Fast forward to tonight. My friends and I were dancing at a club, and a group of guys descend on us and we start dancing with them. I wasn't looking for a guy tonight, but I figured a little dancing wasn't any harm. "My" guy, who was really cute, I'm not going to lie, was dancing with me, when suddenly he slid his hand around my hip, under the bottom edge of my shirt, and started to play with the button on my jeans. I honestly felt like he was going to try and put his hand down my pants. I suppose that I can't be certain that was his intent, but it definitely seemed that way. I freaked out and made up an excuse about going to the bathroom and left before he could go any further.
My friends told me afterwards, basically, that if I ever want to get a boyfriend I should stop being so uptight and picky, but is it too much to want to hold off on the first kiss until it's with a guy I care about, and a guy who respects my boundaries? Even after I told them what he did, they still thought that it "couldn't have been that bad. " I know what I felt. Am I being unreasonable? I'm not in any big rush to get that kiss, I just want it to be with a guy who respects me rather than one who just wants to use me for the night.
I would definitely not consider you uptight or unreasonable in that situation. I actually think it is really great that you got out of that situation that made you feel so uncomfortable and good for you for sticking to your morals (wanting a guy who respects you). When you find a man that will respect you and treat you the way you want to be treated, that first kiss will be so special and definitely worth the wait.
I don't think there's anything wrong with that. I mean. Who really wants to be groped? I for one don't feel special or particularly good when that happens. It's okay to have limitations like that. Some people rush into things, and because of that, it never lasts. If you want a one night stand, go for the guy who feels you up. If you want someone who can become important to you, go with the one you're comfortable with.
I don't think you are uptight I totally understand wanting to be respected! On the other hand you do sound waaaaay too down on your self, don't worry bout what your friends think do what you feel is right for yourself!

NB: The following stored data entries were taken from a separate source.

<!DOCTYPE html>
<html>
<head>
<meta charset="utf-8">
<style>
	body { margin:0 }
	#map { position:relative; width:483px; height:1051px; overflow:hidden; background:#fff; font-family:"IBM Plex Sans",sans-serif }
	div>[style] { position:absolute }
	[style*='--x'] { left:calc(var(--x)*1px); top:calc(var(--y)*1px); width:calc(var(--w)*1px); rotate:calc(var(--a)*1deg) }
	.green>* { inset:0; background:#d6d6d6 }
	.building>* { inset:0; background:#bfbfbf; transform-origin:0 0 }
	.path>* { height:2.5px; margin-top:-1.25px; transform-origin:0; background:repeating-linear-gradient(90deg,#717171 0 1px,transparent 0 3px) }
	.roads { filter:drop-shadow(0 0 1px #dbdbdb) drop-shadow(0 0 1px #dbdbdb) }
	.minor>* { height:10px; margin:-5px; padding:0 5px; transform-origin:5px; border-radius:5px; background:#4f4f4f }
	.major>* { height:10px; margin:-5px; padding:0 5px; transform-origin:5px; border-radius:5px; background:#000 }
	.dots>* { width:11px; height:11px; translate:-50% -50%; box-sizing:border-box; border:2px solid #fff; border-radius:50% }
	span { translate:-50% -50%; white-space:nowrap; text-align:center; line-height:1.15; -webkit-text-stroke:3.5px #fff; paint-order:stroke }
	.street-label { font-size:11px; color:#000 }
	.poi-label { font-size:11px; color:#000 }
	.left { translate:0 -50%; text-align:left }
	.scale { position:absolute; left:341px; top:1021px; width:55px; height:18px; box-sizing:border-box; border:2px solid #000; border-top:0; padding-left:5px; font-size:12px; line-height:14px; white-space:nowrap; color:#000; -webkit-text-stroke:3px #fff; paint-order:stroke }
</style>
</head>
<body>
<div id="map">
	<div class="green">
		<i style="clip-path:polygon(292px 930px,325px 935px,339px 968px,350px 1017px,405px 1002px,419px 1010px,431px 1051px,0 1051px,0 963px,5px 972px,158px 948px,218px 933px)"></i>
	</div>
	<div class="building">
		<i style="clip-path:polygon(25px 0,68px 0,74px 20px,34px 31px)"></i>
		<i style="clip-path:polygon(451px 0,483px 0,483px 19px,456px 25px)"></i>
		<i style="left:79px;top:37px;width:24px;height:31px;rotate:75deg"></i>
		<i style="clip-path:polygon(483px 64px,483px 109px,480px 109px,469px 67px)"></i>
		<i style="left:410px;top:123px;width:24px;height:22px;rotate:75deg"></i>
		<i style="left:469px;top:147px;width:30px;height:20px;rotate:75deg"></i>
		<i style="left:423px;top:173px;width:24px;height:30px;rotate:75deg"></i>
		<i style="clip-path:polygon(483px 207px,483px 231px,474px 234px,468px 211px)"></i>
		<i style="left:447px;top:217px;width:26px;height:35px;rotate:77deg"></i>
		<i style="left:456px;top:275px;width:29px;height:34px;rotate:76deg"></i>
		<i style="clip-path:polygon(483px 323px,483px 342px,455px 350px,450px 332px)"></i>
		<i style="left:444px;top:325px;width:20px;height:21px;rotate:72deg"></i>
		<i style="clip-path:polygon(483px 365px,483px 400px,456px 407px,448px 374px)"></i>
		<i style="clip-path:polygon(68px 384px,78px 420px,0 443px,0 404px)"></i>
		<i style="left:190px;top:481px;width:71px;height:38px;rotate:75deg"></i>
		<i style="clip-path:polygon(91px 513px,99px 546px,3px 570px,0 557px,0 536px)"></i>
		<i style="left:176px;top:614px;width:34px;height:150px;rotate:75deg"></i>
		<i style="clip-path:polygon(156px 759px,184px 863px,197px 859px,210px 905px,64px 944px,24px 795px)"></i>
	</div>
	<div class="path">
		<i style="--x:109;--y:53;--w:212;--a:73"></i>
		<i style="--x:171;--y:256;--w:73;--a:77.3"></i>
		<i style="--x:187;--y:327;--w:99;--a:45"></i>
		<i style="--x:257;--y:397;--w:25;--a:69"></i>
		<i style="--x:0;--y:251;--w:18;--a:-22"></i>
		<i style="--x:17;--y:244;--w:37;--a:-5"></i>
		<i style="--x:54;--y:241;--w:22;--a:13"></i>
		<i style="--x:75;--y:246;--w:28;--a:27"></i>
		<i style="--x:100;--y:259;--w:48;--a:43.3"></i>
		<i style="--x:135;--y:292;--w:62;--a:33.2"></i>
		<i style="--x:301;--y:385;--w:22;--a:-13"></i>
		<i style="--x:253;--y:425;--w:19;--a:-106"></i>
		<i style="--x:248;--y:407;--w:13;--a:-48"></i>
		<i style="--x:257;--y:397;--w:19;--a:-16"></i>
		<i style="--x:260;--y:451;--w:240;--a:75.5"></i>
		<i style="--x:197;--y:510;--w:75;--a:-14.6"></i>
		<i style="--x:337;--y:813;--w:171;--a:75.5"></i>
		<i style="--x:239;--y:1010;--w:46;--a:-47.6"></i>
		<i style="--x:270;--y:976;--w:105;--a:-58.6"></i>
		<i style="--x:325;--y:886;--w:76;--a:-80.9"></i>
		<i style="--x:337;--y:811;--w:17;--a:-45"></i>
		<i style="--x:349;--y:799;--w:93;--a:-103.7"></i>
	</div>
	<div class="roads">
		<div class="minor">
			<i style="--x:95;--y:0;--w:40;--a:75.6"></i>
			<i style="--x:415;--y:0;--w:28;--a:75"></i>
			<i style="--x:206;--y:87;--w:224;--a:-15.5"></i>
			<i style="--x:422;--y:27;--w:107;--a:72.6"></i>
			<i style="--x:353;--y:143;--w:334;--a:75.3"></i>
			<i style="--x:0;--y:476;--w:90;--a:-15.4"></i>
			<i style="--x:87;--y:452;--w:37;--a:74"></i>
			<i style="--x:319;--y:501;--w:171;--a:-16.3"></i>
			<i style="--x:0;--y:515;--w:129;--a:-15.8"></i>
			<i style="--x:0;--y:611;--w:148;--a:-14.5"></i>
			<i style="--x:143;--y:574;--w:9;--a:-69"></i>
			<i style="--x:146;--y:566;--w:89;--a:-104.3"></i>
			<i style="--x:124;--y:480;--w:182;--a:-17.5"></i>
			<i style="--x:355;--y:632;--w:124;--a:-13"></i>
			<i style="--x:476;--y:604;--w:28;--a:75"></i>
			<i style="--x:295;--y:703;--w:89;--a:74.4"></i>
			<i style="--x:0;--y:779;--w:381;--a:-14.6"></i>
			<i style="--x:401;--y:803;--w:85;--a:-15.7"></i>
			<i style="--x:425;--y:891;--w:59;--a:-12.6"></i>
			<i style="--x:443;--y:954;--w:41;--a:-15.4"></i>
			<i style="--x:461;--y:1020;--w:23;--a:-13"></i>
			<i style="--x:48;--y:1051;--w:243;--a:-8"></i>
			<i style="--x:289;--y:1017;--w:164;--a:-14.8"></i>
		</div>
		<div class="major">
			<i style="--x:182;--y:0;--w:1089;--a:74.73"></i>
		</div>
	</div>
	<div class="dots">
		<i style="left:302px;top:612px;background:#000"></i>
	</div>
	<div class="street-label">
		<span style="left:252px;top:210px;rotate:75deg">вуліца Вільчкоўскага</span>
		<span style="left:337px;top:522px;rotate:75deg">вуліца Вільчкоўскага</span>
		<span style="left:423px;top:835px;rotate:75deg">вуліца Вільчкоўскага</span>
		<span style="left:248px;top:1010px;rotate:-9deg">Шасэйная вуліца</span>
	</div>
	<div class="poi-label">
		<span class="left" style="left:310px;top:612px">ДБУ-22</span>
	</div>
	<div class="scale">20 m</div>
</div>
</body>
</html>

All I can say is, don't judge yourself by your friends' standards. If they're fine with kissing a cute guy at a party, then they can do that. If you want your first to be meaningful, then wait until you find a guy that fits that. If you think that kissing is a big deal and you went ahead and did it anyway, you might kick yourself for not living up to your standards.
I had a friend who thought I was the biggest prude ever just because I refused to hook up with one of her boyfriend's friends. He was totally making me feel uncomfortable, just like that guy did you, and I wasn't having it. That's not being "uptight" or "picky", that's just having different boundaries (and maybe a few morals) and your friends should respect that. And I'm kinda pissed because I got in a big fight with her about that!